10.3.2 – Traffic bylaw 2013 -6205 amendment – Carol Court. By-law 2017 – 6789. Being a bylaw to amend Bylaw 2013-6205, as amended, known as the Traffic Bylaw, a bylaw to regulate and control traffic and parking in the Town of Parry Sound.

10.3.3 – Solar Field Memorandum of Understanding. By-law 2017 – 6790. Being a by-law to authorize the execution of a Memorandum of Understanding with Lakeland Holdings Ltd. and AMP Solar Group Inc. for the provision of a partnership in solar fields to offset electrical usage of Town owned facilities.

10.4.1 – CP Station Lease Extension – Festival of the Sound. By-law 2017 – 6791. Being a by-law to authorize the execution of an agreement between the Town of Parry Sound and Festival of the Sound for the rental of the CP Station.

10.4.2 – Declaration of Surplus Lands – Salt Dock Road Properties and award a Request for Proposal.
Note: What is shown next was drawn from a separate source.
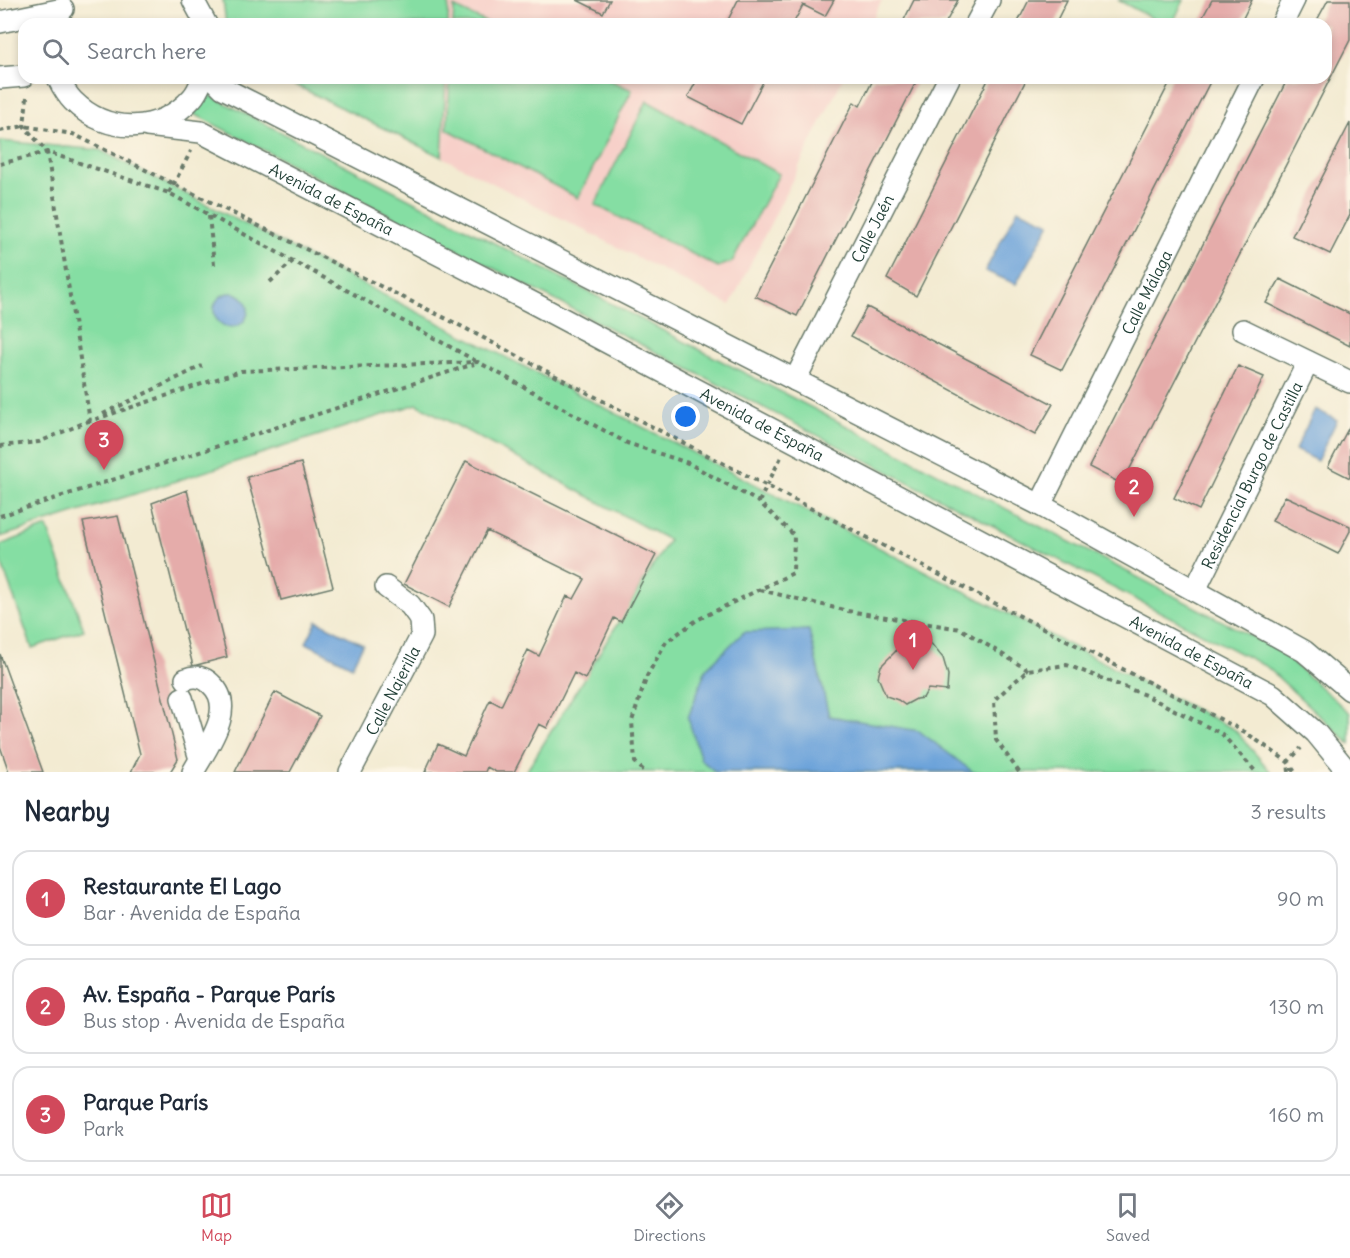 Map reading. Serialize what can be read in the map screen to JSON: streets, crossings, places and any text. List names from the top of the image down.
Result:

By-law 2017 – 6792. Being a By-law to declare lands fronting onto Salt Dock Road surplus to the Town of Parry Sound.
Resolution. That Council award the proposal from 1793951 Ontario Inc. (Greystone) for the Request for Proposal.
Direction. That a conditional agreement of purchase and sale be prepared between the Town of Parry Sound and 1793951 Ontario Inc. (Greystone) for Council’s consideration.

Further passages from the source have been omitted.